§ Description of the task
All the lines below need to be transcribed exactly. Pictures get left out.

§ Supplied information
——————
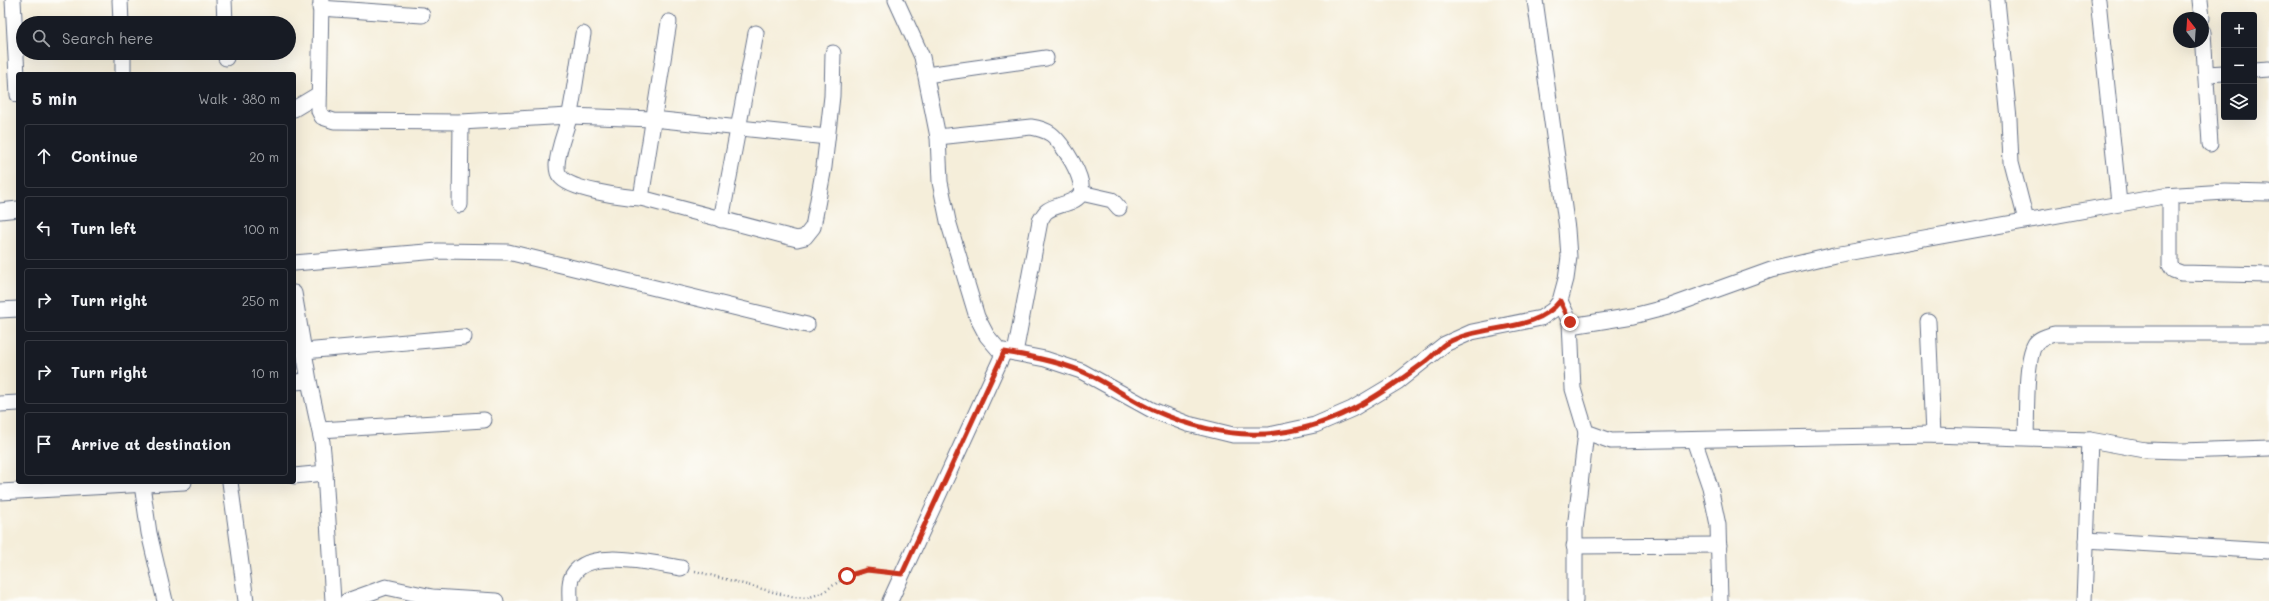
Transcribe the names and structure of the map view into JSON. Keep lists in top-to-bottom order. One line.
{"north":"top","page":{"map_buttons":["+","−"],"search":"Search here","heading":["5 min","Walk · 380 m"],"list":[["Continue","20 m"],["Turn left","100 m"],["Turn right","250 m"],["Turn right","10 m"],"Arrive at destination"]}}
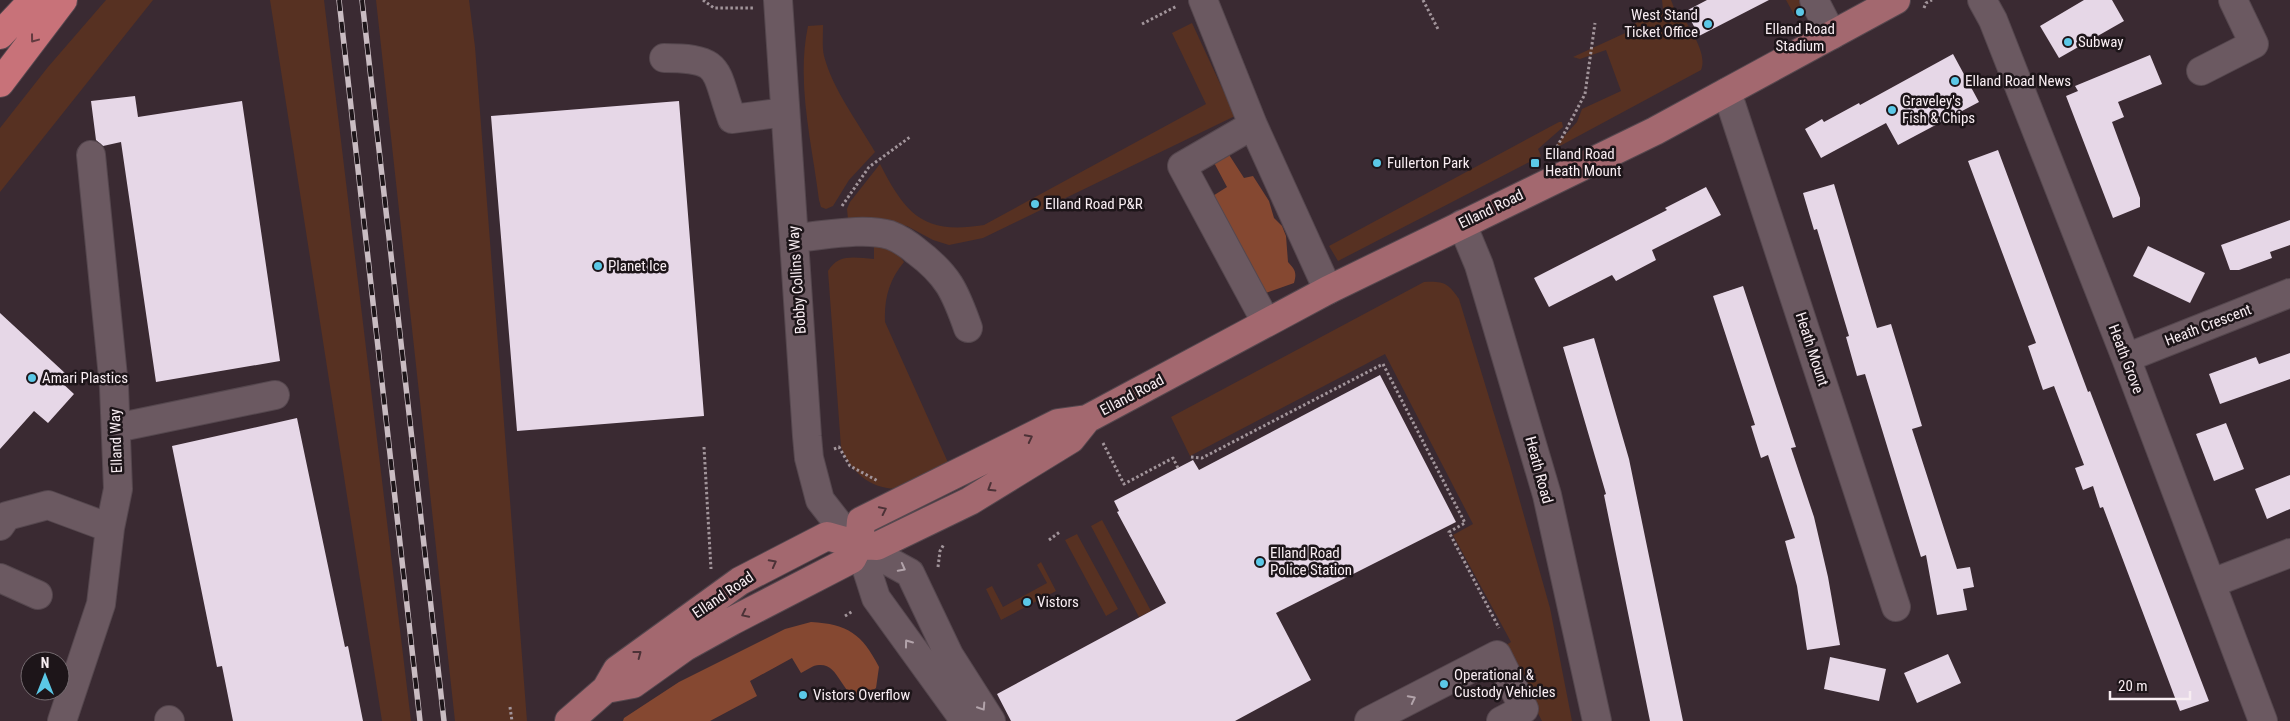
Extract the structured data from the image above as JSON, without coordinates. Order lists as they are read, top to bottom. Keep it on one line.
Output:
——————
§ Result of the task
Transcribe the names and structure of the map view into JSON. Keep lists in top-to-bottom order. One line.
{"north":"top","page":{"map_buttons":["+","−"],"search":"Search here","heading":["5 min","Walk · 380 m"],"list":[["Continue","20 m"],["Turn left","100 m"],["Turn right","250 m"],["Turn right","10 m"],"Arrive at destination"]}}
Extract the structured data from the image above as JSON, without coordinates. Order lists as they are read, top to bottom. Keep it on one line.
Output:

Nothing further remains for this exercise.